Nous avons progressé en matière d'organisation des agences sanitaires et, pour notre part, nous participons, tous les mercredis matin, au ministère de la santé, à une réunion de sécurité sanitaire aux côtés des autres agences sanitaires. Nous y rencontrons l'IRSN, Santé Publique France – qui regroupe désormais l'INVS, l'Institut national de prévention et d'éducation pour la santé (INPES) et l'Établissement de préparation et de réponse aux urgences sanitaires (EPRUS) pour travailler sur la santé des populations –, l'Agence du médicament, ou encore l'Institut national du cancer (INC). Nous allons conclure une convention-cadre avec la Haute autorité de santé, dont les champs de compétence sont connexes et complémentaires des nôtres – elle s'occupe des médecins, tandis que Santé Publique France cible les populations, et l'ANSES les risques, qu'ils soient physiques, chimiques ou biologiques. L'IRSN étudie des risques, comme nous, mais ceux de nature radiologique, exclus de notre propre compétence. Ce paysage paraît complexe, mais il a tendance à se simplifier et le champ de l'agence, déjà large, occupe bien son périmètre : de ce point de vue, nous allons vers plus de cohérence au niveau national.

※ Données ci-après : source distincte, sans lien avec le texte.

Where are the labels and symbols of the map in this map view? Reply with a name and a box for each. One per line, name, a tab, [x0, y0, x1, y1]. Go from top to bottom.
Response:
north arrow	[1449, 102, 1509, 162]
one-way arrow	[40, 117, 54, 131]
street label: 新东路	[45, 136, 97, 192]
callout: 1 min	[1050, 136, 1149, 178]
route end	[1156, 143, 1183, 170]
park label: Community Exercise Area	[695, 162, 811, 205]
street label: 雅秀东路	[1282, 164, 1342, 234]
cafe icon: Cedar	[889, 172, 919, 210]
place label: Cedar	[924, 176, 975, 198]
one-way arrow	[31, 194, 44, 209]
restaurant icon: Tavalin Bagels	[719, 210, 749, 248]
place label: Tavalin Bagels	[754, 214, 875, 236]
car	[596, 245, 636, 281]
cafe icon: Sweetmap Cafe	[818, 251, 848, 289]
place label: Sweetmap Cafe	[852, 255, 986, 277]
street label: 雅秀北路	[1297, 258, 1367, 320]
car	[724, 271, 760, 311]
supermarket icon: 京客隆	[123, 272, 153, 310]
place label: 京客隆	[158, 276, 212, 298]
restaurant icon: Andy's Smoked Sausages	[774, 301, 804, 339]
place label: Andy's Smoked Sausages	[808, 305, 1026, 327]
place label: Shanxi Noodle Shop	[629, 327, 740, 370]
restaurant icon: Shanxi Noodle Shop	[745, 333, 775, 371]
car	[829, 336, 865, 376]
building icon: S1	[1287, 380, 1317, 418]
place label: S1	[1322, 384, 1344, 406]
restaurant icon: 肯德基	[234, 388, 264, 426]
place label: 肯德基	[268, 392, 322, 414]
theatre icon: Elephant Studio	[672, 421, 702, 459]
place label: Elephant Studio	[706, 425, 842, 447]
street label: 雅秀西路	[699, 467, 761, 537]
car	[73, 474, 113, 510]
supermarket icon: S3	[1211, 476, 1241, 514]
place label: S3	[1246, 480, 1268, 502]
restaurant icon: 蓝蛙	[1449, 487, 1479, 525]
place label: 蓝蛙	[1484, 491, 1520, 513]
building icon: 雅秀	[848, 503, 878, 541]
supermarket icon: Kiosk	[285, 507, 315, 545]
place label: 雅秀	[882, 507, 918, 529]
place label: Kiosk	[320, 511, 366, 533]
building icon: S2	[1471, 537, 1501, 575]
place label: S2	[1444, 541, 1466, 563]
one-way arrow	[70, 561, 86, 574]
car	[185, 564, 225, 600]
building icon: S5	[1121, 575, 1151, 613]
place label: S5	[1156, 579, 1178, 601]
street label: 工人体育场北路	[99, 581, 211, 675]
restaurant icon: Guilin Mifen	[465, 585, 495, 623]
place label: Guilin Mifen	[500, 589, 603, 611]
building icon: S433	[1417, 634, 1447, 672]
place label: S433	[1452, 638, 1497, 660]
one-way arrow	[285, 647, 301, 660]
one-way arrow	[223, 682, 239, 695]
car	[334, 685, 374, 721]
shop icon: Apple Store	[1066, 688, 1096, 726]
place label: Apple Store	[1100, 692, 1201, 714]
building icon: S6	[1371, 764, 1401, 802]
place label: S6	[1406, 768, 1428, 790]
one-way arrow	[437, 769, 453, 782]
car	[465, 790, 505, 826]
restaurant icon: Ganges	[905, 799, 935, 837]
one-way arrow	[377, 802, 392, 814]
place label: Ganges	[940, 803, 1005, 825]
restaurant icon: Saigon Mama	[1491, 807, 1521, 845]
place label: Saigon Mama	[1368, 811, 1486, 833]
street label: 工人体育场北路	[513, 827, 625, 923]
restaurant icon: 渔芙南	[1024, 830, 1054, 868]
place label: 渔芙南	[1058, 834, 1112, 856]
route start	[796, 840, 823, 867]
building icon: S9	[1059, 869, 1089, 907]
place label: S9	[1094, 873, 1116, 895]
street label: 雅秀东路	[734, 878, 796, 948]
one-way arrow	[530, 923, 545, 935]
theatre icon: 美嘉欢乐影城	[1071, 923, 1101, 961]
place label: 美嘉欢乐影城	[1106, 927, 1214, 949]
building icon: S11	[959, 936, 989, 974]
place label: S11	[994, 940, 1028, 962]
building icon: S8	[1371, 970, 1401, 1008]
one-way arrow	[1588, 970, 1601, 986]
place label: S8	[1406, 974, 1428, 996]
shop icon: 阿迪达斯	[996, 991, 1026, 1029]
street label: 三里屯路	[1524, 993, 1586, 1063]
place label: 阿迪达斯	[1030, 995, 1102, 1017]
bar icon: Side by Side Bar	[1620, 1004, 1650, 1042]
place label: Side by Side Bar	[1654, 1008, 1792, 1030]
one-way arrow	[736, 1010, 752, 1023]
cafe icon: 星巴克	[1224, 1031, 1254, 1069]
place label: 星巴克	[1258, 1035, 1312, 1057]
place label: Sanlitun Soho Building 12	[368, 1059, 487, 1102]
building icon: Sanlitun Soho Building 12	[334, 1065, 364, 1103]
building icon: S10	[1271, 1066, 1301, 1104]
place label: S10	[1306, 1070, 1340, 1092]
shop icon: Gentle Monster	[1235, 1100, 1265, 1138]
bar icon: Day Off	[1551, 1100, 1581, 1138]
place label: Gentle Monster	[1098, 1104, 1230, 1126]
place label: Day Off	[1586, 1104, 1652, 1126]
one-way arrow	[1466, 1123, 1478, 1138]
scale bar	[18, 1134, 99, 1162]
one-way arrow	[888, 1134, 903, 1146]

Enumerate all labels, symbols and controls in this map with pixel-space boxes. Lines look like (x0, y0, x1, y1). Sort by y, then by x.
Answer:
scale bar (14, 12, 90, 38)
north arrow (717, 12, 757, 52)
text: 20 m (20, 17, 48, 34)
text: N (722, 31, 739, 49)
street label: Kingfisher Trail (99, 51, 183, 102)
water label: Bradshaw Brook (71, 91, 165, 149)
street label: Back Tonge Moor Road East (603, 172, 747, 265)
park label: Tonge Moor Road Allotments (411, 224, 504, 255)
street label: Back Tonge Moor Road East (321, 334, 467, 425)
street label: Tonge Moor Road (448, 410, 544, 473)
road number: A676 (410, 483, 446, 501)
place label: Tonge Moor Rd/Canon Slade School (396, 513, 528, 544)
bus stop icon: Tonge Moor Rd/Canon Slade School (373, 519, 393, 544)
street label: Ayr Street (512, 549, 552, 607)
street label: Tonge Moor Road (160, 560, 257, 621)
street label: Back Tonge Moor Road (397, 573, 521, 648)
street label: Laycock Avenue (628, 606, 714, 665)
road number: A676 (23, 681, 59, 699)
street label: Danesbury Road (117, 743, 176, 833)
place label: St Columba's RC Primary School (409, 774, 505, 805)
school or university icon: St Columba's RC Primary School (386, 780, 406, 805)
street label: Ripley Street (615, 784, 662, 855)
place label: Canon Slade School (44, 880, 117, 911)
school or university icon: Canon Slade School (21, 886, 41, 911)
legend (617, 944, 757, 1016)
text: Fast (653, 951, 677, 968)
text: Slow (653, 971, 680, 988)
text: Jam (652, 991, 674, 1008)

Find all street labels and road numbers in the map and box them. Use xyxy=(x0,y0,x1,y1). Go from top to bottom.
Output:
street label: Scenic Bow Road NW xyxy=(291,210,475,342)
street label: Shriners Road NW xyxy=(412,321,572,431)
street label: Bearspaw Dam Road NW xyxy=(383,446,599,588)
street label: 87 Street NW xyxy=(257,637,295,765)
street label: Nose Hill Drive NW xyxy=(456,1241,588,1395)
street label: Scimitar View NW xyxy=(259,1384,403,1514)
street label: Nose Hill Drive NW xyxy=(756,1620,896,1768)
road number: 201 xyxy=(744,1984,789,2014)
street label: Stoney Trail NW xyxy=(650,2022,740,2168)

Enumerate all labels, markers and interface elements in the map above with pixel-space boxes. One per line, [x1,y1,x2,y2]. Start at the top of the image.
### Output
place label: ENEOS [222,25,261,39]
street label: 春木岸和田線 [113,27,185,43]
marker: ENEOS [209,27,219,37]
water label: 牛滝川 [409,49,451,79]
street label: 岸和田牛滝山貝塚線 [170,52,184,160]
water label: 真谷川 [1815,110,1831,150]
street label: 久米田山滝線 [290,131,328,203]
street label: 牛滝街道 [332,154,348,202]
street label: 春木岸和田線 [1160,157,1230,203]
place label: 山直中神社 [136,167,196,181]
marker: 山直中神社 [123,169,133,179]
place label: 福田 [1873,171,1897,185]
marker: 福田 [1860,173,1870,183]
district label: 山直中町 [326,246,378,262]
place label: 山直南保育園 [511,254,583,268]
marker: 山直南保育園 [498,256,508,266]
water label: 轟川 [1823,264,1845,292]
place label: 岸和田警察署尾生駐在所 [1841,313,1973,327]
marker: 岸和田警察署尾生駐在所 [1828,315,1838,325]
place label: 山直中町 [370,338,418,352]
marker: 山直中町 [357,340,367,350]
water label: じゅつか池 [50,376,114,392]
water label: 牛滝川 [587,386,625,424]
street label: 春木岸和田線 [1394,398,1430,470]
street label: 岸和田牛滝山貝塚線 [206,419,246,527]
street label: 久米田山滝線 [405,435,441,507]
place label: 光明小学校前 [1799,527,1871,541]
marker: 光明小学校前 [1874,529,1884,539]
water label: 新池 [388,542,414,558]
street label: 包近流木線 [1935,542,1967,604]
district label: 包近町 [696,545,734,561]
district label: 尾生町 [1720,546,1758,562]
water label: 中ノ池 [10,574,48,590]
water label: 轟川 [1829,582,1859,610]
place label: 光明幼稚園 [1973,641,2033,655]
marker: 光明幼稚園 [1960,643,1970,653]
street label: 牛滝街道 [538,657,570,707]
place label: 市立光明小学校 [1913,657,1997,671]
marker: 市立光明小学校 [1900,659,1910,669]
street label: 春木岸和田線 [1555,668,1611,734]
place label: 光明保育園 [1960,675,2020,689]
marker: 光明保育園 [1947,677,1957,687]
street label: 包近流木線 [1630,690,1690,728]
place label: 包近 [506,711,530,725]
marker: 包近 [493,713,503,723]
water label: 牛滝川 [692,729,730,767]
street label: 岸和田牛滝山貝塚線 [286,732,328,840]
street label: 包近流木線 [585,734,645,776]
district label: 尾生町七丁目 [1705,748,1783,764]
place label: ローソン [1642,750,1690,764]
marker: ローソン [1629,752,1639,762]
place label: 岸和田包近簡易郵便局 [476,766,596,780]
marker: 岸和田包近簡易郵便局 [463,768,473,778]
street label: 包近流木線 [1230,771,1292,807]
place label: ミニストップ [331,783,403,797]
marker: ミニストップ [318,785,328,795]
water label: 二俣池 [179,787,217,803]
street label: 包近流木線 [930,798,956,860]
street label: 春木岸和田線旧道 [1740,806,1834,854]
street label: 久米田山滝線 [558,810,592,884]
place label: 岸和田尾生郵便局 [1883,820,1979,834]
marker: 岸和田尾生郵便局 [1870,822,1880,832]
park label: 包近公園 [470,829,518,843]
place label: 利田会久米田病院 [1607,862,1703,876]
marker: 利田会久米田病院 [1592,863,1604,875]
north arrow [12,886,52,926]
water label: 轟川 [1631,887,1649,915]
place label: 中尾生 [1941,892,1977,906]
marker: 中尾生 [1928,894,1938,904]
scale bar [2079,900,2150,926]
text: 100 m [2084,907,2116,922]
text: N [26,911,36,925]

Nous appelons de nos voeux une harmonisation européenne. Il existe actuellement une répartition des rôles entre ce qui relève des compétences communautaires et ce qui relève des compétences des États membres. De ce point de vue, nous recommandons justement qu'il y ait, au niveau européen, une instance unique chargée de définir la classification des perturbateurs endocriniens. En février 2016, l'ECA a lancé une consultation sur le glyphosate, dont l'effet cancérigène et l'effet de perturbateur endocrinien ne sont pas avérés. De notre côté, nous avons réitéré notre avis dans le cadre de l'évaluation en cours, et attendons la réponse de l'ECA sur la classification de ce produit.

À mon arrivée, j'ai pris connaissance d'une liste de 47 agences situées au sein de l'Union européenne et avec lesquelles nous sommes en relation directe. J'ai envoyé un message à chacune de ces agences pour me présenter, et toutes m'ont répondu qu'elles souhaitaient voir se renforcer leurs relations avec l'ANSES, ce qui montre bien que notre agence est reconnue et très visible au niveau européen.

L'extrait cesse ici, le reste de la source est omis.